## Task goal
Would you set down every line of the data below exactly as it reads?

####################

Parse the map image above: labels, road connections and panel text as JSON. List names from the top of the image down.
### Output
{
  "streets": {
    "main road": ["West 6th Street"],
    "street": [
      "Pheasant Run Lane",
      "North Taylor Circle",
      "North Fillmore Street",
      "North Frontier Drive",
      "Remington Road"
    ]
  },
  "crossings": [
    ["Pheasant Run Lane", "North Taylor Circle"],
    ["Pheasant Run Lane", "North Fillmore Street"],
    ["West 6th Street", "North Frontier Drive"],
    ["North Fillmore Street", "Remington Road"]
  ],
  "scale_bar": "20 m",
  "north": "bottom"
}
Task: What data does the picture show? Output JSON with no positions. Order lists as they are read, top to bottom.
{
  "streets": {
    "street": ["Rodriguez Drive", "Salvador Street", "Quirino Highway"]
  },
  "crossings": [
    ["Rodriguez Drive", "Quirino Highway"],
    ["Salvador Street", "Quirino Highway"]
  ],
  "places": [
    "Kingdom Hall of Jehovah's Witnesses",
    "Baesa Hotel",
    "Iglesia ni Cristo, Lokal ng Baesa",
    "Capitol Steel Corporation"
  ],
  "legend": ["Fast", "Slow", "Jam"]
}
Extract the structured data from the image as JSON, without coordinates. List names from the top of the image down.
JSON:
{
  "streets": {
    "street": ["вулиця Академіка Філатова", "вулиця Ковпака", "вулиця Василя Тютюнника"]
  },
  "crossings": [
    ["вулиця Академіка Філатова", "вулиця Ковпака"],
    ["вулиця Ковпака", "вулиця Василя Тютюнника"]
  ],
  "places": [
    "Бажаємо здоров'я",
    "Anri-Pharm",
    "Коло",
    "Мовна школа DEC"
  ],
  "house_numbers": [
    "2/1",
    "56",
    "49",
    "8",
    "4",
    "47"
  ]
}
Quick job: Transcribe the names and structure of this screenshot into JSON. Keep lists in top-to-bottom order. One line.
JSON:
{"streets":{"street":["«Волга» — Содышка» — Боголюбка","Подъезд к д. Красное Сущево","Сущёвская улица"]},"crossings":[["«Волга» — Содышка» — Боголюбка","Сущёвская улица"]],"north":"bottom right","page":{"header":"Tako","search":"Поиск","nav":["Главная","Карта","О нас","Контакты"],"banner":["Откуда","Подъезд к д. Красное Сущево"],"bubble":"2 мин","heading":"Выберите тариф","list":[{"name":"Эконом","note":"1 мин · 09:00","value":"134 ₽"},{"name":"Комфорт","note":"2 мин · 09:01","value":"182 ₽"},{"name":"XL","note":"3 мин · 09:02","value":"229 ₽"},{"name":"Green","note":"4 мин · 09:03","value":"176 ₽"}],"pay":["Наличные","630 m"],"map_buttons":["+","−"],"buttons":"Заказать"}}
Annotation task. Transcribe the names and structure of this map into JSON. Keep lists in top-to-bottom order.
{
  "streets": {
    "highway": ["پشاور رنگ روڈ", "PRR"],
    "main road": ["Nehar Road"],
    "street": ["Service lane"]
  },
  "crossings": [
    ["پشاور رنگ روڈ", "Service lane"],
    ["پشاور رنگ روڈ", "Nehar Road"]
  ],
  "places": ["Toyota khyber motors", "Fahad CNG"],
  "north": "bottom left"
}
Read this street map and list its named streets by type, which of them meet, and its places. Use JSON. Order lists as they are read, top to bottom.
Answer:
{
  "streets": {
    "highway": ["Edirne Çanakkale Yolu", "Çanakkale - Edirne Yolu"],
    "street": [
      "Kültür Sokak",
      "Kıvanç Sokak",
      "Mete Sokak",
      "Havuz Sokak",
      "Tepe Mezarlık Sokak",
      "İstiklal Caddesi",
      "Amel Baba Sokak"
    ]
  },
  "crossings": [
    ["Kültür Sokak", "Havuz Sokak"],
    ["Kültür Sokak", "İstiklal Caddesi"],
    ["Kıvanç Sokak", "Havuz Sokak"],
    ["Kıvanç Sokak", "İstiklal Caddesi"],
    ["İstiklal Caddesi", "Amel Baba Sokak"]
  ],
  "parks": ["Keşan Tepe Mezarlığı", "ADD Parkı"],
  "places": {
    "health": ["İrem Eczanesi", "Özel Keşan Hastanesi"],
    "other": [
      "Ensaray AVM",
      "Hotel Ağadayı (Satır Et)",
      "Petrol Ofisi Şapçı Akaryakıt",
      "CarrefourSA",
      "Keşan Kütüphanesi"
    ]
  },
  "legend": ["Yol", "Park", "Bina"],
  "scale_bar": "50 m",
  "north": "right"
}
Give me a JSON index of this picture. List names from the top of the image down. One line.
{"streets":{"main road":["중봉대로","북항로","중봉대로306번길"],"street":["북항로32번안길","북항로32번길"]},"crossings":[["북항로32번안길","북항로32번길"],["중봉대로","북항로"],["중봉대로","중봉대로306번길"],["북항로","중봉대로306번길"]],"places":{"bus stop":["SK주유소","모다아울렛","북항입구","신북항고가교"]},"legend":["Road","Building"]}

####################

## Written solution
Parse the map image above: labels, road connections and panel text as JSON. List names from the top of the image down.
### Output
{
  "streets": {
    "main road": ["West 6th Street"],
    "street": [
      "Pheasant Run Lane",
      "North Taylor Circle",
      "North Fillmore Street",
      "North Frontier Drive",
      "Remington Road"
    ]
  },
  "crossings": [
    ["Pheasant Run Lane", "North Taylor Circle"],
    ["Pheasant Run Lane", "North Fillmore Street"],
    ["West 6th Street", "North Frontier Drive"],
    ["North Fillmore Street", "Remington Road"]
  ],
  "scale_bar": "20 m",
  "north": "bottom"
}
Task: What data does the picture show? Output JSON with no positions. Order lists as they are read, top to bottom.
{
  "streets": {
    "street": ["Rodriguez Drive", "Salvador Street", "Quirino Highway"]
  },
  "crossings": [
    ["Rodriguez Drive", "Quirino Highway"],
    ["Salvador Street", "Quirino Highway"]
  ],
  "places": [
    "Kingdom Hall of Jehovah's Witnesses",
    "Baesa Hotel",
    "Iglesia ni Cristo, Lokal ng Baesa",
    "Capitol Steel Corporation"
  ],
  "legend": ["Fast", "Slow", "Jam"]
}
Extract the structured data from the image as JSON, without coordinates. List names from the top of the image down.
JSON:
{
  "streets": {
    "street": ["вулиця Академіка Філатова", "вулиця Ковпака", "вулиця Василя Тютюнника"]
  },
  "crossings": [
    ["вулиця Академіка Філатова", "вулиця Ковпака"],
    ["вулиця Ковпака", "вулиця Василя Тютюнника"]
  ],
  "places": [
    "Бажаємо здоров'я",
    "Anri-Pharm",
    "Коло",
    "Мовна школа DEC"
  ],
  "house_numbers": [
    "2/1",
    "56",
    "49",
    "8",
    "4",
    "47"
  ]
}
Quick job: Transcribe the names and structure of this screenshot into JSON. Keep lists in top-to-bottom order. One line.
JSON:
{"streets":{"street":["«Волга» — Содышка» — Боголюбка","Подъезд к д. Красное Сущево","Сущёвская улица"]},"crossings":[["«Волга» — Содышка» — Боголюбка","Сущёвская улица"]],"north":"bottom right","page":{"header":"Tako","search":"Поиск","nav":["Главная","Карта","О нас","Контакты"],"banner":["Откуда","Подъезд к д. Красное Сущево"],"bubble":"2 мин","heading":"Выберите тариф","list":[{"name":"Эконом","note":"1 мин · 09:00","value":"134 ₽"},{"name":"Комфорт","note":"2 мин · 09:01","value":"182 ₽"},{"name":"XL","note":"3 мин · 09:02","value":"229 ₽"},{"name":"Green","note":"4 мин · 09:03","value":"176 ₽"}],"pay":["Наличные","630 m"],"map_buttons":["+","−"],"buttons":"Заказать"}}
Annotation task. Transcribe the names and structure of this map into JSON. Keep lists in top-to-bottom order.
{
  "streets": {
    "highway": ["پشاور رنگ روڈ", "PRR"],
    "main road": ["Nehar Road"],
    "street": ["Service lane"]
  },
  "crossings": [
    ["پشاور رنگ روڈ", "Service lane"],
    ["پشاور رنگ روڈ", "Nehar Road"]
  ],
  "places": ["Toyota khyber motors", "Fahad CNG"],
  "north": "bottom left"
}
Read this street map and list its named streets by type, which of them meet, and its places. Use JSON. Order lists as they are read, top to bottom.
Answer:
{
  "streets": {
    "highway": ["Edirne Çanakkale Yolu", "Çanakkale - Edirne Yolu"],
    "street": [
      "Kültür Sokak",
      "Kıvanç Sokak",
      "Mete Sokak",
      "Havuz Sokak",
      "Tepe Mezarlık Sokak",
      "İstiklal Caddesi",
      "Amel Baba Sokak"
    ]
  },
  "crossings": [
    ["Kültür Sokak", "Havuz Sokak"],
    ["Kültür Sokak", "İstiklal Caddesi"],
    ["Kıvanç Sokak", "Havuz Sokak"],
    ["Kıvanç Sokak", "İstiklal Caddesi"],
    ["İstiklal Caddesi", "Amel Baba Sokak"]
  ],
  "parks": ["Keşan Tepe Mezarlığı", "ADD Parkı"],
  "places": {
    "health": ["İrem Eczanesi", "Özel Keşan Hastanesi"],
    "other": [
      "Ensaray AVM",
      "Hotel Ağadayı (Satır Et)",
      "Petrol Ofisi Şapçı Akaryakıt",
      "CarrefourSA",
      "Keşan Kütüphanesi"
    ]
  },
  "legend": ["Yol", "Park", "Bina"],
  "scale_bar": "50 m",
  "north": "right"
}
Give me a JSON index of this picture. List names from the top of the image down. One line.
{"streets":{"main road":["중봉대로","북항로","중봉대로306번길"],"street":["북항로32번안길","북항로32번길"]},"crossings":[["북항로32번안길","북항로32번길"],["중봉대로","북항로"],["중봉대로","중봉대로306번길"],["북항로","중봉대로306번길"]],"places":{"bus stop":["SK주유소","모다아울렛","북항입구","신북항고가교"]},"legend":["Road","Building"]}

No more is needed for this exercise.